Best Supplements For Cycling

If you’ve caught the bike bug, there are heaps of trails you can take – road cycling, mountain biking, BMX, so take your pick. When you start to competitive (even if it’s only against yourself) then there are ways that you can really boost your performance. A good place to start is your diet — and alongside eating right, you might want to consider supplements for cycling to get the most out of your ride.

Should You Try Cycling Supplements?

Are you lagging at the back of the pack, or did you fly off the start only to hit the wall at halfway? Whether it’s road cycling or mountain biking, pushing it hard for kilometres makes you an endurance athlete, so you need to fuel your body with this in mind. Alongside a balanced diet, taking the right supplements for cycling could be the difference between a Froome-like performance and the ultimate fail. Here’s a few that we wouldn’t hit the road or trail without.

Pre-Ride Supplements for Cycling

For Endurance

Oats and Whey Protein Bar

Need a quick snack that’ll keep you going for hours? The Oats and Whey bar is the perfect snack before you hit the saddle. It contains 38g of carbohydrate from oats, which means a low-glycaemic index and slow release of energy.

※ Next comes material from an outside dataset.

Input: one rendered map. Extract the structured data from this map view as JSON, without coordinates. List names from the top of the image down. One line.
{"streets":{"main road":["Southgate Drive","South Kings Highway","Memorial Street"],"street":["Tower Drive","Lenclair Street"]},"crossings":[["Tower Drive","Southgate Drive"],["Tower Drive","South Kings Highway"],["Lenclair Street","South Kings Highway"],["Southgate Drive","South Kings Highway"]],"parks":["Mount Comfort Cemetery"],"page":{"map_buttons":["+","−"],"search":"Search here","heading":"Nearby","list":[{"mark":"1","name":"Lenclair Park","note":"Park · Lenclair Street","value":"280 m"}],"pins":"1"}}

It doesn’t stop there, though — packed with 22g of protein, it will provide your muscles with what they need for muscle mass and maintenance. Coming in 4 delicious flavours, there’s one for every kind of ride.


100% Instant Oats


Looking for a breakfast that’ll kick-start your bike ride? Adding some oats is the only answer. With 62g of carbohydrate per serving and a low-glycaemic index (GI), you can make any shake all the more potent to power you on.

Foods with a low GI mean a slow release of energy, with no blood sugar spike and crash. So, you’ll be going for far longer than you would on a high-sugar snack. Coming in plain or Vanilla flavour, you can use for all your favourite oats combinations.


For Explosive Speed


This supplement is one of the most researched out there, and there’s actually quite a bit on the benefits for cycling too. Creatine is the gold standard for improving workout rate and time to tiredness over a short sprint.6

Some research also suggests that creatine could help the body to use oxygen more efficiently by improving your exercise capacity,7 which means less heavy breathing and more pedal power.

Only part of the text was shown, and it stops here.